Intimate partner violence (IPV) is a global public health epidemic, associated with adverse health outcomes. Dental providers are pivotal to surveillance since 75% of injuries are facial. This study describes the association among IPV exposure, facial injury, and adverse health outcomes. The prevalence of IPV was measured using facial injury location and the partner violence screen (PVS); poor health by the Partner Abuse Symptom Scale (PASS) and saliva assessment as a risk indicator for IPV exposure. Seventy-eight females (African Americans [AA], 37; non-African American [non-AA], 41 aged 18-64) were enrolled in a cross-sectional study. Predictor variables: Head, neck, or facial (HNF) injury location; two questionnaires: PVS, the PASS, and demographics were measured, as well as salivary cortisol, dehydroepiandrosterone (DHEA), and C-reactive protein; outcome variable: present/past self-reported IPV. Statistics were computed using SPSS. IPV prevalence was observed in 51.3% (40/78) of patients. Facial injuries, PVS, chest pain, and heart palpitation were significant for IPV+ patients (p < 0.05).
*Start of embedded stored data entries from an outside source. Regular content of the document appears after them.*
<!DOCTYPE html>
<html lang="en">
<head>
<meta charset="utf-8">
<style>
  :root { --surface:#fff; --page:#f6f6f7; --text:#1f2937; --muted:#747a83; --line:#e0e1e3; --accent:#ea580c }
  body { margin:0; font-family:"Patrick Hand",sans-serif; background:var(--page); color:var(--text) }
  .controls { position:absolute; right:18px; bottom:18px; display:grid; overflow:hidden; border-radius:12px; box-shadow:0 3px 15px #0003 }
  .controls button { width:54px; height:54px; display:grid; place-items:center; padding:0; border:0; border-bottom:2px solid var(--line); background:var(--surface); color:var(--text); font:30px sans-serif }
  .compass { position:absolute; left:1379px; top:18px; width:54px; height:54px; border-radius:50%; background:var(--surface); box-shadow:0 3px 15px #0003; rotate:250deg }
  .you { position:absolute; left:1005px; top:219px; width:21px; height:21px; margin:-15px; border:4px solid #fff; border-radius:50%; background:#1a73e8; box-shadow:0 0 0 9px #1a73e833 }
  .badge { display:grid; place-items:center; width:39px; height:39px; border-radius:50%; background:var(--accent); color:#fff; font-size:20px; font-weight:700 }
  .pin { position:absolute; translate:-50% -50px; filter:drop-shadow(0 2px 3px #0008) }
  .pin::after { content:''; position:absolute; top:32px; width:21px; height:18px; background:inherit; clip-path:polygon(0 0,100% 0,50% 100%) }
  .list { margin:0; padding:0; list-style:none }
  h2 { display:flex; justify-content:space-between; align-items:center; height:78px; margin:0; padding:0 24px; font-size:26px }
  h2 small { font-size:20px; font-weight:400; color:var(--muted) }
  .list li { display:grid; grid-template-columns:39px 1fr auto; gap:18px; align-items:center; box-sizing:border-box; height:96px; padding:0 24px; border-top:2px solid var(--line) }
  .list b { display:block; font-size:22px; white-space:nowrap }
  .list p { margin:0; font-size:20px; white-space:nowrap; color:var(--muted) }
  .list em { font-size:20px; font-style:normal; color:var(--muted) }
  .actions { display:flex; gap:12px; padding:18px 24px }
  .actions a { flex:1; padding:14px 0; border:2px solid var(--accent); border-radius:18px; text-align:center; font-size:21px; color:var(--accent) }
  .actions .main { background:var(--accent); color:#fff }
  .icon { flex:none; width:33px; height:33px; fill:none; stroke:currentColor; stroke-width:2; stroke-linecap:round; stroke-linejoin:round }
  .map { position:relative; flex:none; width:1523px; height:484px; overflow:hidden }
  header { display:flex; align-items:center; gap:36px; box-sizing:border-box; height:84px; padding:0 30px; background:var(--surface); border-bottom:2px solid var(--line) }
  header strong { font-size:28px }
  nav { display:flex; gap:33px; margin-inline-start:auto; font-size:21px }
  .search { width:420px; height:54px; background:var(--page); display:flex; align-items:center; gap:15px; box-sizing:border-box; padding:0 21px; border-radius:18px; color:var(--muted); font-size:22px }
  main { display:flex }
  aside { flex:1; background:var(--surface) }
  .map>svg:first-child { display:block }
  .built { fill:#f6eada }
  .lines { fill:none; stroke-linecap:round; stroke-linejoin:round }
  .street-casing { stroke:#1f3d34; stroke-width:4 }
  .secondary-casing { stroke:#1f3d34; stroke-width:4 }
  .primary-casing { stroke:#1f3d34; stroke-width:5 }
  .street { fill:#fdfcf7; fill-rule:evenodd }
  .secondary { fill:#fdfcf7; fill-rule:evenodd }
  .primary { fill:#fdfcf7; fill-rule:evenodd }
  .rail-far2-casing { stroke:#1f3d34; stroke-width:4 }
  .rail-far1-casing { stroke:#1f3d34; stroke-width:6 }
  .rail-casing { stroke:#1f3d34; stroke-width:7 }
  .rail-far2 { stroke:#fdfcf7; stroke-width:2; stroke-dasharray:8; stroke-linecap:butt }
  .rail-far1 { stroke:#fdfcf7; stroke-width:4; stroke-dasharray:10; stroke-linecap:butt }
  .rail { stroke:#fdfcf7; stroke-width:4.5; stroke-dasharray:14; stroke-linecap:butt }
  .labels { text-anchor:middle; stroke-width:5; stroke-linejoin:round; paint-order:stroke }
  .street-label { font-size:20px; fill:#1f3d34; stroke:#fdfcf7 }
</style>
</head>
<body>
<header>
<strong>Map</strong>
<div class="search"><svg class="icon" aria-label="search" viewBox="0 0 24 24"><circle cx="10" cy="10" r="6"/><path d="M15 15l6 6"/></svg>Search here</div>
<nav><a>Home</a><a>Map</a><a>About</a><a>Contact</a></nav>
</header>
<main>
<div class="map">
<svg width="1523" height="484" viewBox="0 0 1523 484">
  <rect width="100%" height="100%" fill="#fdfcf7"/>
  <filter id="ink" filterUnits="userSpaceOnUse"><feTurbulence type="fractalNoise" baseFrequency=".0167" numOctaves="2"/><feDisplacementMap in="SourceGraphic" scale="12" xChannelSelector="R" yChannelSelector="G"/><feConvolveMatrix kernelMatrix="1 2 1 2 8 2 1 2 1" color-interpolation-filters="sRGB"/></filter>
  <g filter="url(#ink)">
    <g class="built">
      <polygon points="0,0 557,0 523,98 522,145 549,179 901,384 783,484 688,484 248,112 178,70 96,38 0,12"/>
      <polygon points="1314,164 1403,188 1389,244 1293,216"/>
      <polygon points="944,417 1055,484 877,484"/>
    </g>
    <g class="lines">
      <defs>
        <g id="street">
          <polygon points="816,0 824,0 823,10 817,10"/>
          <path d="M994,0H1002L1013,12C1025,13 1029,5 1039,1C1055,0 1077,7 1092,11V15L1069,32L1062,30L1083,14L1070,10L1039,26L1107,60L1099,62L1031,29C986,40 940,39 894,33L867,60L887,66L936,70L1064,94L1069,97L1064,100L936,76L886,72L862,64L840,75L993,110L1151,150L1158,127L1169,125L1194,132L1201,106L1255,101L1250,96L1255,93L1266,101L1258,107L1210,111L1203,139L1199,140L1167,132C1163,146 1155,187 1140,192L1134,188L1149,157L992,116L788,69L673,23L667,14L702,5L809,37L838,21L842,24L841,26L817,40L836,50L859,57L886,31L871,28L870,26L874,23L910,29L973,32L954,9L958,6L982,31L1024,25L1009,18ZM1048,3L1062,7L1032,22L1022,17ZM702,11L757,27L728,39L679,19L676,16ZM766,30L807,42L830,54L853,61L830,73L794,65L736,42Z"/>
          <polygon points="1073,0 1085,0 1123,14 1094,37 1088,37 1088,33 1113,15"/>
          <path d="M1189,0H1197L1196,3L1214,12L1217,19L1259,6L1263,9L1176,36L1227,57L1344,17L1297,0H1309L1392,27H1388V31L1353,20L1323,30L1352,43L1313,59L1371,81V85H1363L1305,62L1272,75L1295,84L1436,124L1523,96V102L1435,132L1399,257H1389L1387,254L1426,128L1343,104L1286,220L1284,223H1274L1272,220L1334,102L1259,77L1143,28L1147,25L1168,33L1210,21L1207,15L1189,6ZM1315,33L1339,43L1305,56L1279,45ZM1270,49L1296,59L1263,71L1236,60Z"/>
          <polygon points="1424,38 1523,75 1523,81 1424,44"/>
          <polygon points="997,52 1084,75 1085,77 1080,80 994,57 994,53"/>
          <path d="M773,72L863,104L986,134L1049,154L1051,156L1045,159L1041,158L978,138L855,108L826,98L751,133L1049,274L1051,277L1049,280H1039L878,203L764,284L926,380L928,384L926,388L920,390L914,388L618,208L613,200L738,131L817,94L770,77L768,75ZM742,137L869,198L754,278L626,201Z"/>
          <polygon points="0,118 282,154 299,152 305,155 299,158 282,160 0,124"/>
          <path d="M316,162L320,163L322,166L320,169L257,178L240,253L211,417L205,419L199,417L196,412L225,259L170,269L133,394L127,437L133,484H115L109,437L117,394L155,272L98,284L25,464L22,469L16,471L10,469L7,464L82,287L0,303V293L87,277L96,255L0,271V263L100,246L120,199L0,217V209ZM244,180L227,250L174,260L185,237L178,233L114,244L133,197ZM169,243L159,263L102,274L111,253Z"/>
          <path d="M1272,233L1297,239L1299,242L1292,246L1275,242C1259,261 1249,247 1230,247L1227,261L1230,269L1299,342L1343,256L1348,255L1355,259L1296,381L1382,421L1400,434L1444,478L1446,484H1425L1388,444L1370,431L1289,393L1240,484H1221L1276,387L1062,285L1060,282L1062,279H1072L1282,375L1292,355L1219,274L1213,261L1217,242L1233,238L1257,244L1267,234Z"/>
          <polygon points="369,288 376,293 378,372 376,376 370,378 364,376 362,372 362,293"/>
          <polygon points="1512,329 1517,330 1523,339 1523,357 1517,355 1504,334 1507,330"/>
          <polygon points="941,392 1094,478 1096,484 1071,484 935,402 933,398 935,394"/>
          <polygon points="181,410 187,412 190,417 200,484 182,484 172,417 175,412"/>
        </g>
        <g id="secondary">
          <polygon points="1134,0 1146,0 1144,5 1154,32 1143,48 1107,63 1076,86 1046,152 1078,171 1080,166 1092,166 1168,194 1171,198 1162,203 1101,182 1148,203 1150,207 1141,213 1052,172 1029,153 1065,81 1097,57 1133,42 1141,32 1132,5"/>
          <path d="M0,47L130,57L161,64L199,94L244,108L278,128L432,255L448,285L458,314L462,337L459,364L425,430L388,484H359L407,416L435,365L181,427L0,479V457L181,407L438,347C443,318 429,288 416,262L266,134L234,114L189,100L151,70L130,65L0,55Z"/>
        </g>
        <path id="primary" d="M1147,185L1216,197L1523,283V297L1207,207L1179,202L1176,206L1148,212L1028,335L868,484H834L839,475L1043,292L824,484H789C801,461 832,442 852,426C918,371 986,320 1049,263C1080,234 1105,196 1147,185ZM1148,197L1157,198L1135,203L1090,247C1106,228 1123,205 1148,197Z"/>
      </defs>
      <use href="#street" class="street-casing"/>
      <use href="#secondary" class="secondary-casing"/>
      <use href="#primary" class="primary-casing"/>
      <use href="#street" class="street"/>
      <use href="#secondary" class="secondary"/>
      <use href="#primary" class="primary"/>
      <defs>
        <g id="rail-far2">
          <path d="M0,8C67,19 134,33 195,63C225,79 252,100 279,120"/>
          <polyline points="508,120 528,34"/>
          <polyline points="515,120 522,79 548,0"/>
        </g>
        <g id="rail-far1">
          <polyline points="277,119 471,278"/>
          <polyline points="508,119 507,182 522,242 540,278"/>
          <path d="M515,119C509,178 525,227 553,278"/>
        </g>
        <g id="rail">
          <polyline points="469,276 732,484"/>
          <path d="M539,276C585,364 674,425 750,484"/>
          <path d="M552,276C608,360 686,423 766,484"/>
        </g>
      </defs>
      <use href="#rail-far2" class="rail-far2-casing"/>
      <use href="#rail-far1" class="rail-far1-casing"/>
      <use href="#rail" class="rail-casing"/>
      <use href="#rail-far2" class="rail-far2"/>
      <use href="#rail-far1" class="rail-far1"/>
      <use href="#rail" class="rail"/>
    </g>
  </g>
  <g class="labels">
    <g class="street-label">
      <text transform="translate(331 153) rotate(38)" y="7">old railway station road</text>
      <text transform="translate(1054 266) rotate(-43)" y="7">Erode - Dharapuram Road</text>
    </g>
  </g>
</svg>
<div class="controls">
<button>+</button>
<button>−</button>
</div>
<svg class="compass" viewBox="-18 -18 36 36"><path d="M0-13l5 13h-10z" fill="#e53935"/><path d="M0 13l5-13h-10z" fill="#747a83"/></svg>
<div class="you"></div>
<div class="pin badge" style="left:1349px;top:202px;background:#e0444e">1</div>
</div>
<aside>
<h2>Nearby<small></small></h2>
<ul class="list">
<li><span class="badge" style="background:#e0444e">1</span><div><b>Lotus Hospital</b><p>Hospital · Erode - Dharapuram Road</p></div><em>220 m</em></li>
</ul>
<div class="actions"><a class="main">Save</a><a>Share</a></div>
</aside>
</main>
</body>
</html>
Stress, PTSD, and depression were significantly greater in IPV+ African-American females (AA; p < 0.01). DHEA was decreased in IPV+ participants (p < 0.034). This is the first study to identify the prevalence of IPV in AA vs. non-AA female dental patients. HNF and PVS were statistically significant for IPV exposure. AA females had a statistically significant increase in PTSD and depression (p < 0.01). These risk predictors may assist the dental provider in identifying IPV exposure, poor health, as well as serve as the gatekeeper to increase community awareness and decrease IPV injuries.